The ULS commends the efforts of organizations like the Uganda Christian Lawyers Fraternity, the Uganda Catholic Lawyers Society, the Muslim Centre for Law and Justice, the Uganda Muslim Lawyers Association, and the Network of Public Interest Lawyers,11 together with other organizations and agencies which have come out to strongly condemn the illegal actions of the different players. We also commend the legal fraternity and other legal aid service providers that have responded timely to the numerous needs for legal representation, arising from these unfortunate incidents.
Whether the security forces are disproportionate in using their powers, thus stifling the civil and political freedoms particularly of members of the opposition and their supporters.

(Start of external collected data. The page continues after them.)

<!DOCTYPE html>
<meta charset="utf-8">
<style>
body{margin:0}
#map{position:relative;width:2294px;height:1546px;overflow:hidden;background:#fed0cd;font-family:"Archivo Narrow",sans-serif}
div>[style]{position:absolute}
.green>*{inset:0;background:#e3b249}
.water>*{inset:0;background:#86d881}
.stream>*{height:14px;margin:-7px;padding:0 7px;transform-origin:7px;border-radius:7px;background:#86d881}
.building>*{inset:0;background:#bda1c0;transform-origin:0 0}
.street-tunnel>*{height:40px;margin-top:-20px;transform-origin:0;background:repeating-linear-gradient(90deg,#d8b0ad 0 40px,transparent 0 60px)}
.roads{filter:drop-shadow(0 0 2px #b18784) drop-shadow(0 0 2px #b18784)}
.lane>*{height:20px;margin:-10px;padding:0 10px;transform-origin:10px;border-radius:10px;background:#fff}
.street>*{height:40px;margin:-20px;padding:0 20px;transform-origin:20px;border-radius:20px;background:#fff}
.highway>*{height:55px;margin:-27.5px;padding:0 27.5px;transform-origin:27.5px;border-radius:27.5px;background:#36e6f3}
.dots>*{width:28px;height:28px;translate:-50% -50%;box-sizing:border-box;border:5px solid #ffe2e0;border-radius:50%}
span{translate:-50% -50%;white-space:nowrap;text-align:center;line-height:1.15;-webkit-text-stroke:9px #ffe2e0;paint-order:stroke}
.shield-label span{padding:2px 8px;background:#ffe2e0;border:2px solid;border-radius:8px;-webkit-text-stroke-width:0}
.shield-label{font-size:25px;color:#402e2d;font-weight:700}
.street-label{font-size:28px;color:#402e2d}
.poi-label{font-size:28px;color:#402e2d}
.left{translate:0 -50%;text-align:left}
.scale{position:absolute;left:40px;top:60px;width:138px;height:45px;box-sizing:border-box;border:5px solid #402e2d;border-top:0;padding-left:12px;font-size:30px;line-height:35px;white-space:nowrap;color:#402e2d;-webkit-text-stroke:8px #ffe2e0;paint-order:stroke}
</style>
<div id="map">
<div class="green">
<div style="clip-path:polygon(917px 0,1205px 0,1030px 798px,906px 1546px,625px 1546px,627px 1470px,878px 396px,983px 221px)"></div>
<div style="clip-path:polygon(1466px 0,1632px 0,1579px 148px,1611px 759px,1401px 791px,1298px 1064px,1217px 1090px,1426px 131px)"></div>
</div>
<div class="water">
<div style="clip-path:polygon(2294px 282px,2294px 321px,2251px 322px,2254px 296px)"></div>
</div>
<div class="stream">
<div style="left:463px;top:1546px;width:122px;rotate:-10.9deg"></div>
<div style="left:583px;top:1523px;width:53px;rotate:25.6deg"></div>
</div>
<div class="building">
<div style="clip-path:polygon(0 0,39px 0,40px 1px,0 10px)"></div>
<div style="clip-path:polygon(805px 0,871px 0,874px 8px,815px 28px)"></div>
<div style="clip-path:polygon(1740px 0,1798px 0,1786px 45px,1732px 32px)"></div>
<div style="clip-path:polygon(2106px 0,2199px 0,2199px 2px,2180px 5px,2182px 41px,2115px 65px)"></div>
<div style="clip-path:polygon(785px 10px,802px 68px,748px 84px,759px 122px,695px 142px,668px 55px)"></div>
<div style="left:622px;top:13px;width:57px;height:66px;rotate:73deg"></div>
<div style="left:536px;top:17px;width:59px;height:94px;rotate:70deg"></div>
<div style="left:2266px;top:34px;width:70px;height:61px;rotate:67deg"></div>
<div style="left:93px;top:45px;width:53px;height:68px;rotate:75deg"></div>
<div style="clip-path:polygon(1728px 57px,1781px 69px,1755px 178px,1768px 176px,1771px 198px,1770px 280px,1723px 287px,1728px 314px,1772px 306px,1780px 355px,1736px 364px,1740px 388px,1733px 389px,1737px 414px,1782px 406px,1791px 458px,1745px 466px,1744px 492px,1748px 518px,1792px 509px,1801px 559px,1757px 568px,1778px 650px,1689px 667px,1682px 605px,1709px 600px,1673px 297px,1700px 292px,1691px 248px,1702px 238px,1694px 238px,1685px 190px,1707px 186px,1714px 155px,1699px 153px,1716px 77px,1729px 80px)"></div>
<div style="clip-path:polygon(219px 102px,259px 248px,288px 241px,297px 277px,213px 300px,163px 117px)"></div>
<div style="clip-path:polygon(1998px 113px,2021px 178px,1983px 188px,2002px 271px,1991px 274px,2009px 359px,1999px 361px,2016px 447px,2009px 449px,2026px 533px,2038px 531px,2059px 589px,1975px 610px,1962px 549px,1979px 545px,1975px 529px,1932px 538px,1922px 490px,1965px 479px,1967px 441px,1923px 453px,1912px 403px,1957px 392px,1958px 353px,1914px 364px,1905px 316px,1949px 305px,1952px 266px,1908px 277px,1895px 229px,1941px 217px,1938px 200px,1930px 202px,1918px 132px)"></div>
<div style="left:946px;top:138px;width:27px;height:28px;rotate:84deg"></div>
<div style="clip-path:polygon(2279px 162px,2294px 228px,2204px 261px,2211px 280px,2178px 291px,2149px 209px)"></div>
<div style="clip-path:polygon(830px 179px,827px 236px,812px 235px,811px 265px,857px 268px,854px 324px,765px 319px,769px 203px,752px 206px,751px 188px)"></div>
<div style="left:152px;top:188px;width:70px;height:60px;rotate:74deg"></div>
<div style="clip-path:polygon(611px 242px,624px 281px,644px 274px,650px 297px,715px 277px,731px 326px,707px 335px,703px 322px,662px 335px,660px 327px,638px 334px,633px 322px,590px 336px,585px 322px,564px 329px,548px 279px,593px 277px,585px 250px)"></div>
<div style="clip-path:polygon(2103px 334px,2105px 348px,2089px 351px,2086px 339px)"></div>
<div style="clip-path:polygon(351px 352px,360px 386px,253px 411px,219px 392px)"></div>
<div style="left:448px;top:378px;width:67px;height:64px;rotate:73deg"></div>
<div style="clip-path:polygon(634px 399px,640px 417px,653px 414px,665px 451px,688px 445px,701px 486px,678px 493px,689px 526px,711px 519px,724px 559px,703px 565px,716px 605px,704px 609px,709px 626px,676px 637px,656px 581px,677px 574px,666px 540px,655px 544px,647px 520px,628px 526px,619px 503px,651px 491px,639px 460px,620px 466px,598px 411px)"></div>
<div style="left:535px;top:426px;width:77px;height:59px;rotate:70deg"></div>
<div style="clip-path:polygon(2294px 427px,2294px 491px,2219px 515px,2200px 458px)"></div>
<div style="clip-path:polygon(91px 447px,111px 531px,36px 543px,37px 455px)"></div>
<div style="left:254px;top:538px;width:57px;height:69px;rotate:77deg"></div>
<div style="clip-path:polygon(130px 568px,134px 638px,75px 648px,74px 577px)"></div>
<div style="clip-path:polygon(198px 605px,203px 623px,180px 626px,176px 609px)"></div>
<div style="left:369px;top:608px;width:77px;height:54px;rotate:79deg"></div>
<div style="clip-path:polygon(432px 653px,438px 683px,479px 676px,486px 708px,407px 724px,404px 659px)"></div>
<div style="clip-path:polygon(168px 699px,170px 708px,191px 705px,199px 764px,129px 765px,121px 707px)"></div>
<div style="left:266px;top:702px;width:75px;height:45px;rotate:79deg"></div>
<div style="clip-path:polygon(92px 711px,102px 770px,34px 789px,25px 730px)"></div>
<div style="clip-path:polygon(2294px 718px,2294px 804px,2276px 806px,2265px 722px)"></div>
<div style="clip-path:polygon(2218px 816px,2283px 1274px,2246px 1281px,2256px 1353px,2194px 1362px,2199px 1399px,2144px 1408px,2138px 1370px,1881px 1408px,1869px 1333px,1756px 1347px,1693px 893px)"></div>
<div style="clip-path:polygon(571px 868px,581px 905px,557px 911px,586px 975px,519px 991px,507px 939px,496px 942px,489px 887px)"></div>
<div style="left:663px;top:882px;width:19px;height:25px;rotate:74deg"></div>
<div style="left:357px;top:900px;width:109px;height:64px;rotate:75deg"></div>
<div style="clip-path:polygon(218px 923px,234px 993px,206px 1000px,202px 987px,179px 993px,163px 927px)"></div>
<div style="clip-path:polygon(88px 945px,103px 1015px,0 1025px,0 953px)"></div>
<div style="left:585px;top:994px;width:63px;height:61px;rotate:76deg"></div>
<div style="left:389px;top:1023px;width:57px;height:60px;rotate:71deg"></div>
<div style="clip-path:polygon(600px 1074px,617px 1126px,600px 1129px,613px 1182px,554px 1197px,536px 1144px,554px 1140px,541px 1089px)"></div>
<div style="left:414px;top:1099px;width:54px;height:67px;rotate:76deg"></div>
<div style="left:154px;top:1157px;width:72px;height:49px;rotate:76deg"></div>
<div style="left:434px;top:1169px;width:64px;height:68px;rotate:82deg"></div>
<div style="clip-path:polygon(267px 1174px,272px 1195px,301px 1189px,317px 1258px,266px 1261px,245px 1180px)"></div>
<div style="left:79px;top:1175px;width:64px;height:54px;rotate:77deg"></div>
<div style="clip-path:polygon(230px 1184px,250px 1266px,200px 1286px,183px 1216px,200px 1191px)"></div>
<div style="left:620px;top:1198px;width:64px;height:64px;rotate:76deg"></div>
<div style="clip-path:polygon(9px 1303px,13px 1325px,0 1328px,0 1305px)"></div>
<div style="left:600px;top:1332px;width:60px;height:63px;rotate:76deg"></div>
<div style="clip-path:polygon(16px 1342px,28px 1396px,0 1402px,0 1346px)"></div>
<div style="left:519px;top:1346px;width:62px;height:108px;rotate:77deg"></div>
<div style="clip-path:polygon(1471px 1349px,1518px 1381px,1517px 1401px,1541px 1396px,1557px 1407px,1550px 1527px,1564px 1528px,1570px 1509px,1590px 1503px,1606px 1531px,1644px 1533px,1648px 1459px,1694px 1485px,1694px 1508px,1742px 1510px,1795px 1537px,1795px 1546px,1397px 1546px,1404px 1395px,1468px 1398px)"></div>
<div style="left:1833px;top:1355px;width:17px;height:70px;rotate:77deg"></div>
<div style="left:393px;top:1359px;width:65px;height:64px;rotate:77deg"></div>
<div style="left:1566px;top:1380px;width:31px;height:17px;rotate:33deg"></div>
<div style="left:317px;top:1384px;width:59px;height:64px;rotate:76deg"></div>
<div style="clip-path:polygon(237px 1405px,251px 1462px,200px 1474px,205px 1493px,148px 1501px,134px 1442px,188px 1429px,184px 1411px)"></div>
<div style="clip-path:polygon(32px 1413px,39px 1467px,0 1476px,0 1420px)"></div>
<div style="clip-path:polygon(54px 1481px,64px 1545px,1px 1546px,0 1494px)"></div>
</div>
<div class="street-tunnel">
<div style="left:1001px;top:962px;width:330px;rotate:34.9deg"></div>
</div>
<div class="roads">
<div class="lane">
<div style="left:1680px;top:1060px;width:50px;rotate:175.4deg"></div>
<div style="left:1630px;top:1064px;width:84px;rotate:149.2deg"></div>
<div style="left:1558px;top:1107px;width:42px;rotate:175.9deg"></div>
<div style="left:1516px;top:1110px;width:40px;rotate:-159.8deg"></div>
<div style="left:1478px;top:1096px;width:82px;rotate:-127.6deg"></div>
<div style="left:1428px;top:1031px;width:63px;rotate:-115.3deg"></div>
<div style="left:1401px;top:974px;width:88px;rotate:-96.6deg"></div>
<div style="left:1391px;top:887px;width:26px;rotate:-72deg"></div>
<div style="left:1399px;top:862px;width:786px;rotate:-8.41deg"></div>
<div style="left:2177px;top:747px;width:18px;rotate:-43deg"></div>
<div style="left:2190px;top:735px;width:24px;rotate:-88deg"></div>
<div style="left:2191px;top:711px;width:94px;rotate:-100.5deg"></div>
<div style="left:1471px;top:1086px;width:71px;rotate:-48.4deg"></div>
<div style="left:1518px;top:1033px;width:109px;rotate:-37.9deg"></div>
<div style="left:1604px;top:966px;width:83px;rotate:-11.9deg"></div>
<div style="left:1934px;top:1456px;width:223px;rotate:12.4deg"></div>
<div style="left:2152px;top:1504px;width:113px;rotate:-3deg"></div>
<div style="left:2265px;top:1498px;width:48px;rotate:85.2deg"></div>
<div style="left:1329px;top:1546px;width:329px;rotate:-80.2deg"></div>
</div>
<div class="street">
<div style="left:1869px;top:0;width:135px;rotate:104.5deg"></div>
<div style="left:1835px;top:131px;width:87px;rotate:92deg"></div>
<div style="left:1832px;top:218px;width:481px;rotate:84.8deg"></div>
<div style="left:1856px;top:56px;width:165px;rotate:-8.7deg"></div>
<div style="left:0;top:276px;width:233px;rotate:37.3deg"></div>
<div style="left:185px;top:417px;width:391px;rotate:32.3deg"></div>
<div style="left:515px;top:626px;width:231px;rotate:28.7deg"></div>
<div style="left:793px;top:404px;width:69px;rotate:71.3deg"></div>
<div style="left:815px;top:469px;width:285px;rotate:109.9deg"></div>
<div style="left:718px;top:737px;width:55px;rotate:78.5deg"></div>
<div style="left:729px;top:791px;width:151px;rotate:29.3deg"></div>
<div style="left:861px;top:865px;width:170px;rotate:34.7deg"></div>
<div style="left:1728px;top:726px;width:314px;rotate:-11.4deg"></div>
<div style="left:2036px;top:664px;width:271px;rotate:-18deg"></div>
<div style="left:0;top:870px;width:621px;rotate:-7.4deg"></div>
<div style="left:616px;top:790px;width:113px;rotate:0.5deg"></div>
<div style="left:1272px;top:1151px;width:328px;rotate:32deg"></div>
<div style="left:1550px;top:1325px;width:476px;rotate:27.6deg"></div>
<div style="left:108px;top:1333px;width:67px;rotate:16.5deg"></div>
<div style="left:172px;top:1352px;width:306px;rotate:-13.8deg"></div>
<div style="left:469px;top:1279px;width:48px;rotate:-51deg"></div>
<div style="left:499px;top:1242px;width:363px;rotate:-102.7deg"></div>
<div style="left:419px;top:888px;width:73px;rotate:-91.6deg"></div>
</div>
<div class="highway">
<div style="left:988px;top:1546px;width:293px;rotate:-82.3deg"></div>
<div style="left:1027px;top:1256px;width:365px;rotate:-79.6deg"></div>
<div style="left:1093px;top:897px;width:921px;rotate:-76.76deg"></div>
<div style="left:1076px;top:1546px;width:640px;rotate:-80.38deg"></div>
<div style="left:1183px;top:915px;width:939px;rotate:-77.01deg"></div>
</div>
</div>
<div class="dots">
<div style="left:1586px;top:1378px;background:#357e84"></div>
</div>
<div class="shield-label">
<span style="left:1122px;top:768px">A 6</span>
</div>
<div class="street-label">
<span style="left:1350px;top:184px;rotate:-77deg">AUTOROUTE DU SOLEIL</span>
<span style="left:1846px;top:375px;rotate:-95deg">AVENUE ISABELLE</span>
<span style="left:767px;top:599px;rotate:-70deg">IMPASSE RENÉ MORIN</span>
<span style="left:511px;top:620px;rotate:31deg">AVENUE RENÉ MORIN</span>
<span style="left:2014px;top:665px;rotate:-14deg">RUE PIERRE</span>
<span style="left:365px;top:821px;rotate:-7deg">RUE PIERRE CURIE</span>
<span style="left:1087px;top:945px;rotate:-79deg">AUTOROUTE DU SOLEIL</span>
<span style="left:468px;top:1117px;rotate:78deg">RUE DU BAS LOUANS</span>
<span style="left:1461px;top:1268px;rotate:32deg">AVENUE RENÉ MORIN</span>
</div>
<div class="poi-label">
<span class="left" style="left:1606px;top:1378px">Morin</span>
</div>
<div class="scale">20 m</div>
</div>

I. The ULS recommends that an extensive independent enquiry is carried out into the response to the continued arbitrary arrests and violence meted out on unarmed civilians by security forces; in particular the indiscriminate shooting and firing of live bullets and teargas canisters on unarmed civilians. The ULS calls for an independent judicial-led inquest into each of the lives that have been lost as a result of the unfortunate incidents.
8 Dan Wandera, “Police accused of blocking NUP activities in Nakaseke,” Daily Monitor, October 28, 2020.
10 This is an inalienable right under Article 44 of the Constitution
11 Lawrence Mulondo, “Lawyers condemn killing of civilians,” New Vision, November 23, 2020. Page 57.
II. Section 10 of the Human Rights (Enforcement) Act 2019 states that a public officer who individually or in association with others, violates or participates in the violation of a person’s rights or freedom shall be held personally liable for the violation notwithstanding the state being vicariously liable for his or her actions. The ULS therefore recommends that perpetrators in the security forces who are responsible for violating human rights during the campaigns are prosecuted and face the full might of the law.
III. The proportionality standard remains to the effect that a police officer should use force in equal proportion to that before him in instances of quelling riots amongst civilians. It is rather disproportionate for an officer to coach a gun at a civilian whose strongest weapon is a stone or even just their voice.